Problem description: Would you please transcribe, exactly as written, the lines of the entries below starting at the one that holds "function label(font, color, halo, rows, align" and ending at the one that holds "c.font = font", both included?

Dataset records:
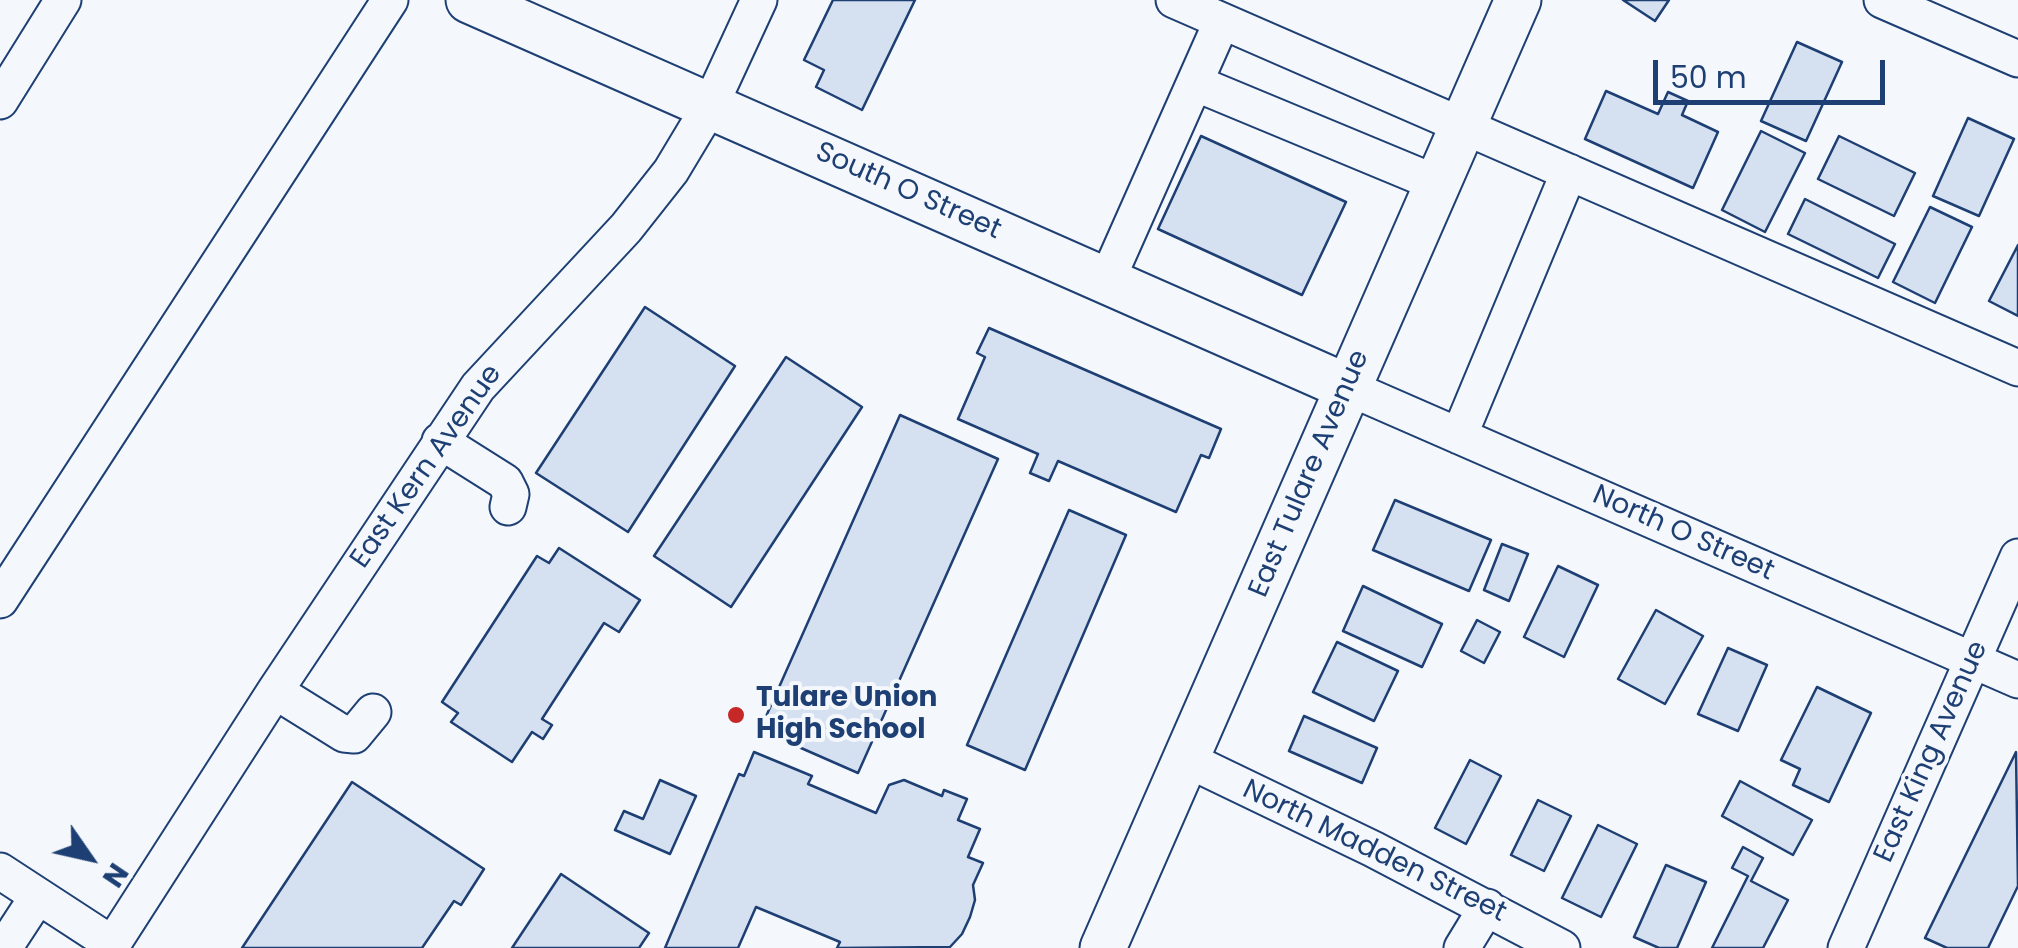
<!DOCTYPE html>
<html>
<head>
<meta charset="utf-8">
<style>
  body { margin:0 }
  #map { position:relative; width:2018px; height:948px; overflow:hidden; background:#f4f7fb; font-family:Poppins,sans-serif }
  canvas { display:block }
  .north { position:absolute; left:40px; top:808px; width:100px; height:100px; -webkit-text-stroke:8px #f4f7fb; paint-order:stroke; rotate:124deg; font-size:28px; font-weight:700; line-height:40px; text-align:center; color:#1d3f73 }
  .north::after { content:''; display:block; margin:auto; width:35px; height:45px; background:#1d3f73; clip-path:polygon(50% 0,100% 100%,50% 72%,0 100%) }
  .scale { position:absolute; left:1653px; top:60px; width:232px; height:45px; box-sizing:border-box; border:5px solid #1d3f73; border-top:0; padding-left:12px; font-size:30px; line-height:35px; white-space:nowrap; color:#1d3f73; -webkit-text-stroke:8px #f4f7fb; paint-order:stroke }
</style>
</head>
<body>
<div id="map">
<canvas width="2018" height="948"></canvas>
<div class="north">N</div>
<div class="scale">50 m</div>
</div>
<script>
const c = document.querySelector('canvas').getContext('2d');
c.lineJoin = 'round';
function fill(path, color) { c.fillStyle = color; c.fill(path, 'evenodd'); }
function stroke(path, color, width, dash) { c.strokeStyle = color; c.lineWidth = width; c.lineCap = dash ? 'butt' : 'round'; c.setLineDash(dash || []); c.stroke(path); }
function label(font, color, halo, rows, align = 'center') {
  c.font = font + ' Poppins,sans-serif'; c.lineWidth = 8; c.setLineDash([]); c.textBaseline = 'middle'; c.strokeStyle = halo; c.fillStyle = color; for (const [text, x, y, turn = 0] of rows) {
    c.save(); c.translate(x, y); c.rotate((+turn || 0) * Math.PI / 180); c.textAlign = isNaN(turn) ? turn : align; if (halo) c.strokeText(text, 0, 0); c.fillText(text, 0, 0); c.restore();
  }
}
const building = new Path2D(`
  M 833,0 L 915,0 L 862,110 L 816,87 L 824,70 L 804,60 Z
  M 1623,0 L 1669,0 L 1655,21 Z
  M 1797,42 L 1842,62 L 1806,141 L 1761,121 Z
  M 1606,91 L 1658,114 L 1668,92 L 1688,101 L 1682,115 L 1718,132 L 1693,188 L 1585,139 Z
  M 1968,118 L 2014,139 L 1979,216 L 1933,196 Z
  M 1761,131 L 1805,153 L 1765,232 L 1722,210 Z
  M 1201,136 L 1346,202 L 1302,295 L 1158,229 Z
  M 1839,136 L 1915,173 L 1894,216 L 1818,179 Z
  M 1805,199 L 1895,244 L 1878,278 L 1788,234 Z
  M 1930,207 L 1972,227 L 1935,303 L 1893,282 Z
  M 2018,245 L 2018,316 L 1989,301 Z
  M 645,307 L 735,366 L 628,532 L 536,473 Z
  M 989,328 L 1221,429 L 1209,458 L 1201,455 L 1176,512 L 1058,461 L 1049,481 L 1030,473 L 1038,454 L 958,419 L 985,357 L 977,353 Z
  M 786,357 L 862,407 L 731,607 L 654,556 Z
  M 900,415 L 998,459 L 858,773 L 760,730 Z
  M 1395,500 L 1491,540 L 1469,591 L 1373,550 Z
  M 1069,510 L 1126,535 L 1025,770 L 967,745 Z
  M 1502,544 L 1528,554 L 1509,601 L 1484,590 Z
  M 559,548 L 640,600 L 619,632 L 604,623 L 542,719 L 552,725 L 543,739 L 532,732 L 512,762 L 451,722 L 458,713 L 442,702 L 537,556 L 549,563 Z
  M 1558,566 L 1598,585 L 1564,657 L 1524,637 Z
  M 1363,586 L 1442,624 L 1422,667 L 1343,631 Z
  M 1656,610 L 1703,636 L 1665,704 L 1618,679 Z
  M 1477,620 L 1500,632 L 1484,663 L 1461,651 Z
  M 1337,642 L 1398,671 L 1374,721 L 1313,692 Z
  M 1728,648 L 1767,665 L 1738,731 L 1698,714 Z
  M 1817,687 L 1871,713 L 1829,802 L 1793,785 L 1800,769 L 1781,760 Z
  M 1304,716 L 1377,748 L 1362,783 L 1289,751 Z
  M 754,752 L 812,776 L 808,784 L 876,813 L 889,785 L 904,780 L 942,796 L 944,790 L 967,799 L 958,820 L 980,829 L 968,857 L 983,863 L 973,885 L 975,900 L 970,917 L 962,934 L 950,947 L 837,948 L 840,942 L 756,907 L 738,948 L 665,948 L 739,774 L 744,776 Z
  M 2016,752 L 2018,886 L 1988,948 L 1947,948 L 1925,938 Z
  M 1470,760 L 1501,776 L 1466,844 L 1435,828 Z
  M 660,780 L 696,796 L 670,854 L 615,830 L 624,811 L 643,819 Z
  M 1740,781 L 1812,820 L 1793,855 L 1722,816 Z
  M 352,782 L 484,869 L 461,905 L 454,901 L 422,948 L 242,948 Z
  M 1538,800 L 1571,816 L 1544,871 L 1511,855 Z
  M 1598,825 L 1637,844 L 1601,917 L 1562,898 Z
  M 1743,847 L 1763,858 L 1751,881 L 1788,900 L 1763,948 L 1712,948 L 1748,876 L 1732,868 Z
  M 1666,865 L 1706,882 L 1677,948 L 1659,948 L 1634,937 Z
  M 561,874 L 649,933 L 639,948 L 512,948 Z`);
fill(building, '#d5e0f0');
stroke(building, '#1d3f73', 2.5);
const minor = new Path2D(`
  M 1174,0 L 2018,368
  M 1882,0 L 2018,59
  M 1195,83 L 1436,183
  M 0,101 L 63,0
  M 1107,280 L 1222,21
  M 1347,387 L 2018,680
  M 1459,436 L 1569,172
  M 440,441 L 505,482 L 511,494 L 508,507
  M 0,600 L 390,0
  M 275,691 L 344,734 L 354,735 L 373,712
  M 1186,759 L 1373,849 L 1562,948
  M 0,871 L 112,944
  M 4,948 L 38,896
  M 110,948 L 275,691 L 478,387 L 626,228 L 671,171 L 710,106 L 759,0
  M 1462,948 L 1487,907
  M 1846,948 L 2018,557`);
const major = new Path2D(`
  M 469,0 L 1347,387
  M 1103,948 L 1518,0`);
stroke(minor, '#1d3f73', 39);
stroke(major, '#1d3f73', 49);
stroke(minor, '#f4f7fb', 35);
stroke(major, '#f4f7fb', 45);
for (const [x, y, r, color] of [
  [736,715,10,"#c62828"]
]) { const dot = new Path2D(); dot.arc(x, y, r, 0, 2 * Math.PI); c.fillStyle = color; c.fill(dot); stroke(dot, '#f4f7fb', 4); }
label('28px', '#1d3f73', '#f4f7fb', [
  ["South O Street",908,192,24],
  ["East Kern Avenue",427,467,-55],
  ["East Tulare Avenue",1310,474,-67],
  ["North O Street",1683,534,24],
  ["East King Avenue",1932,752,-66],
  ["North Madden Street",1374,852,26]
]);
label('bold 28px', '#1d3f73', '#f4f7fb', [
  ["Tulare Union",756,699],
  ["High School",756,731]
], 'left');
</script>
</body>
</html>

Task solution:
function label(font, color, halo, rows, align = 'center') {
  c.font = font + ' Poppins,sans-serif'; c.lineWidth = 8; c.setLineDash([]); c.textBaseline = 'middle'; c.strokeStyle = halo; c.fillStyle = color; for (const [text, x, y, turn = 0] of rows) {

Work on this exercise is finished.